Time and again in his later writings he tells us that losing Christian faith will mean abandoning Christian morality. No more ‘Love your neighbour as yourself’; instead the will to power. No more ‘Thou shalt not’; instead people would live by the law of nature, the strong dominating or eliminating the weak. ‘An act of injury, violence, exploitation or destruction cannot be “unjust” as such, because life functions essentially in an injurious, violent, exploitative and destructive manner.’ Nietzsche was not an anti-Semite, but there are passages in his writing that come close to justifying a Holocaust.

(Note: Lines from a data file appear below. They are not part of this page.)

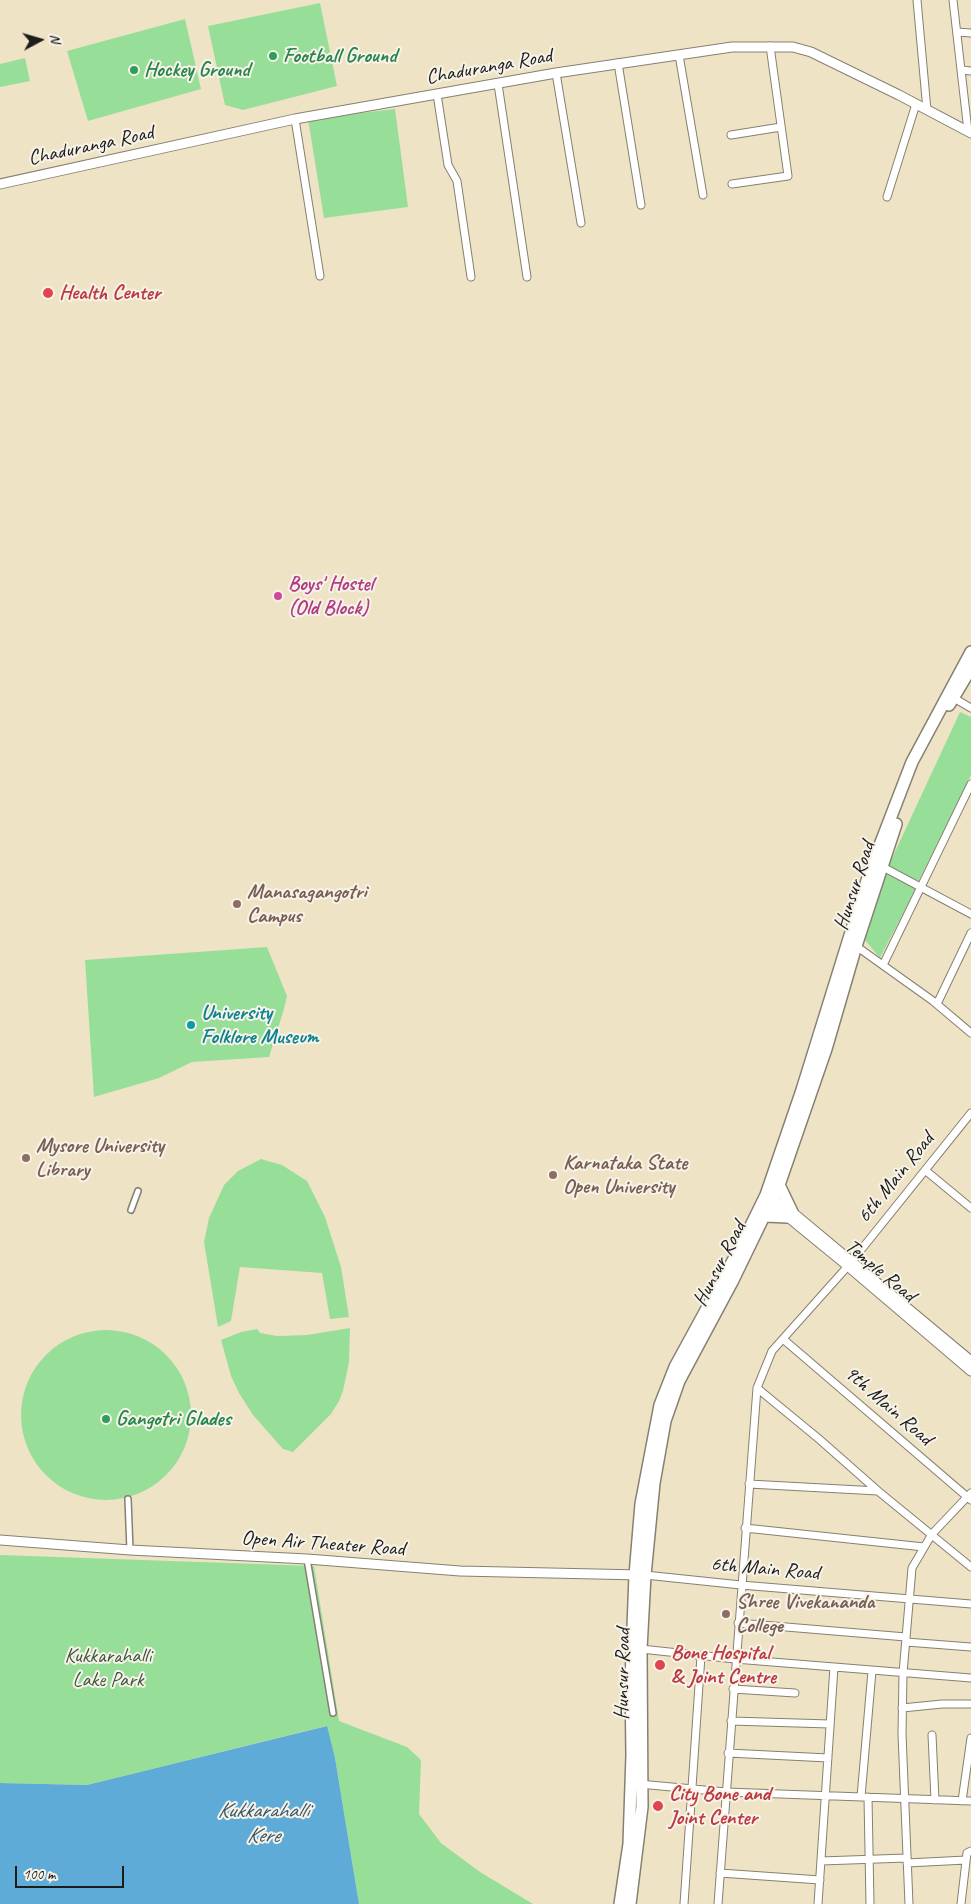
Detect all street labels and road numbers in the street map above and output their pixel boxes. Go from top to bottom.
street label: Chaduranga Road [424,44,554,90]
street label: Chaduranga Road [26,120,156,172]
street label: Hunsur Road [829,838,881,934]
street label: 6th Main Road [852,1128,940,1228]
street label: Hunsur Road [688,1217,752,1311]
street label: Temple Road [839,1234,921,1308]
street label: 9th Main Road [839,1361,937,1451]
street label: Open Air Theater Road [241,1526,405,1562]
street label: 6th Main Road [710,1552,820,1586]
street label: Hunsur Road [610,1628,636,1720]

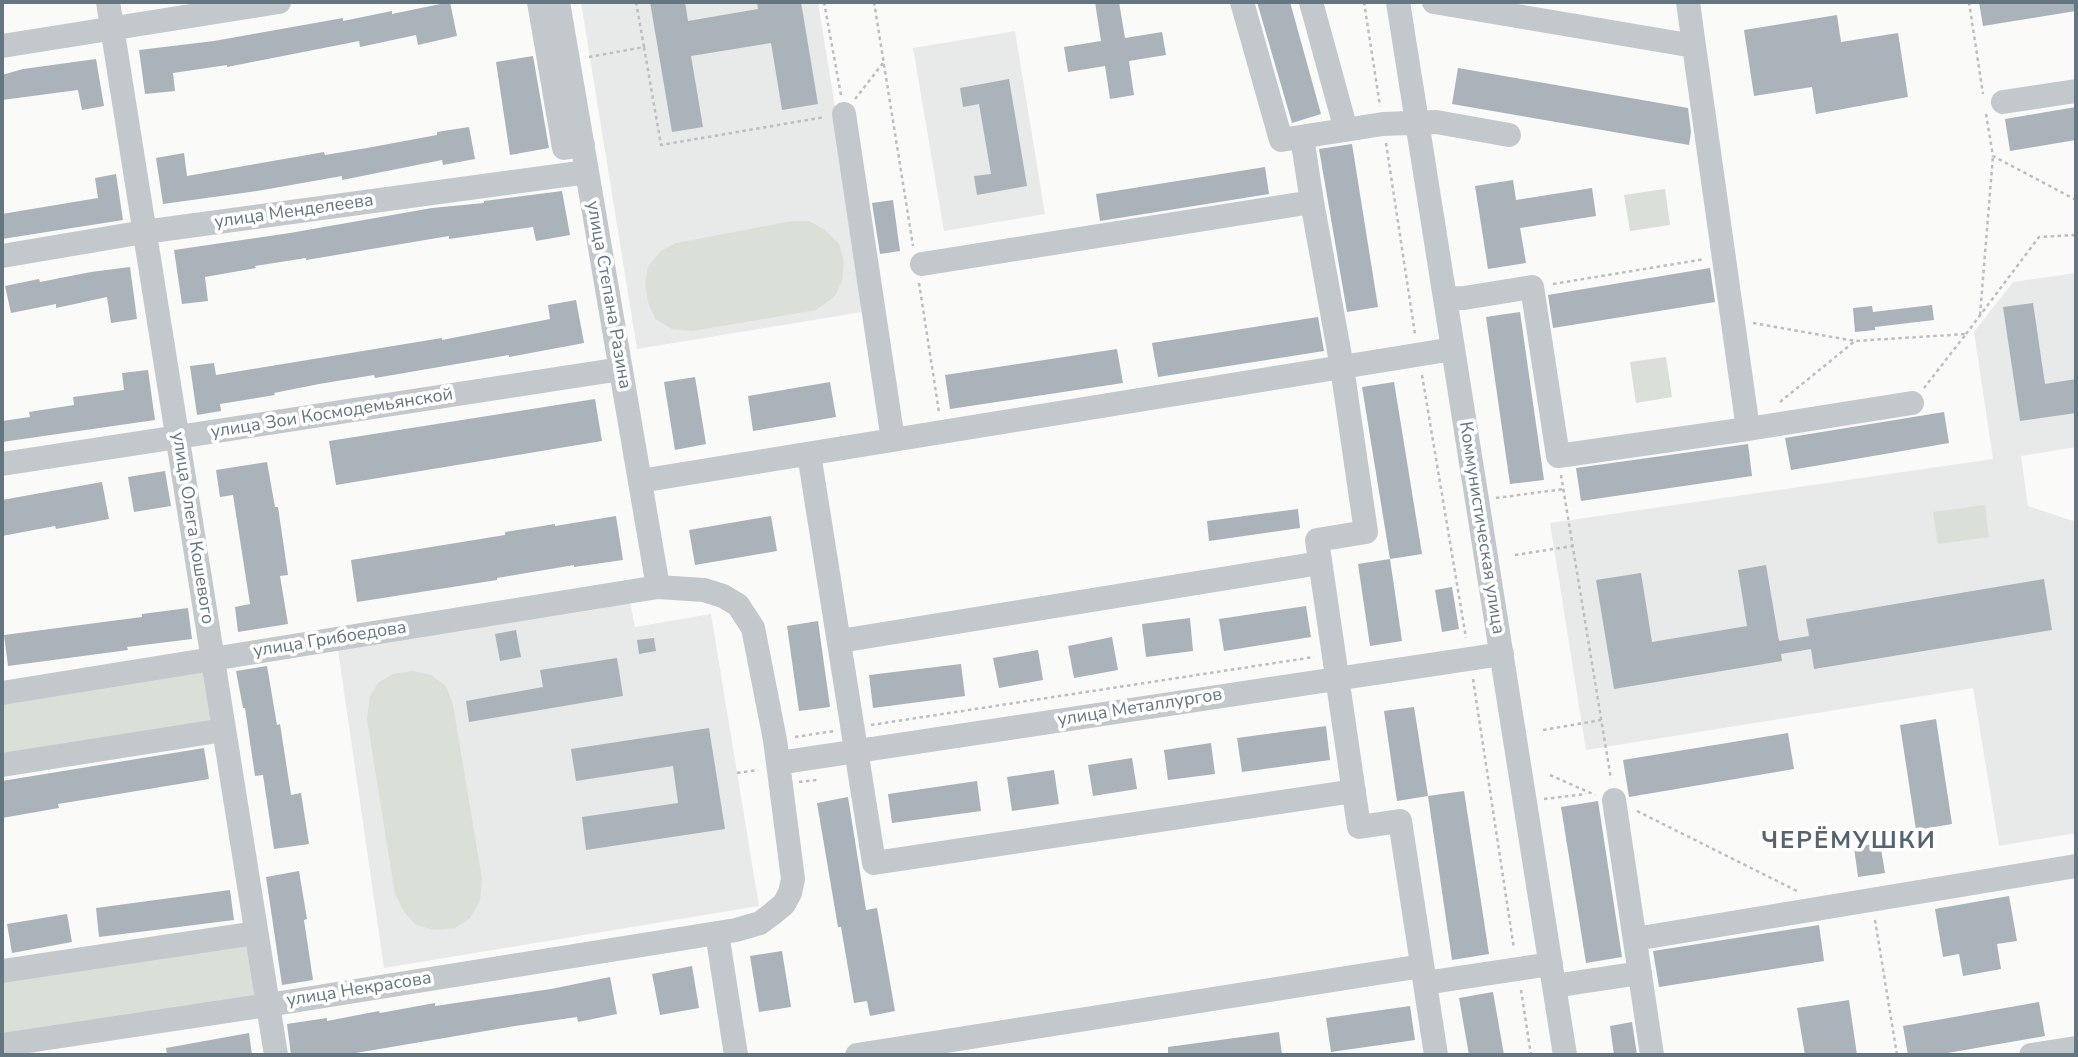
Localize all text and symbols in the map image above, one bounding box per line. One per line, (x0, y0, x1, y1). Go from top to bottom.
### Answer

This had nothing to do with him personally and everything to do with the logic of Europe losing its Christian ethic. Already in 1843, a year before Nietzsche was born, Heinrich Heine wrote, ‘A drama will be enacted in Germany compared to which the French Revolution will seem like a harmless idyll. Christianity restrained the martial ardour of the Germans for a time but it did not destroy it; once the restraining talisman is shattered, savagery will rise again… the mad fury of the berserk, of which Nordic poets sing and speak.’ Nietzsche and Heine were making the same point. Lose the Judeo-Christian sanctity of life and there will be nothing to contain the evil men do when given the chance and the provocation.

Richard Dawkins, whom I respect, partly understands this. He has said often that Darwinism is a science, not an ethic. Turn natural selection into a code of conduct and you get disaster. But if asked where we get our morality from, if not from science or religion, the new atheists start to stammer. They tend to argue that ethics is obvious, which it isn’t, or natural, which it manifestly isn’t either, and end up vaguely hinting that this isn’t their problem. Let someone else worry about it.

Choose to read towards Jerusalem and accept some limits on your actions. The alternative was tried last century, and the blood still seeps into this present age.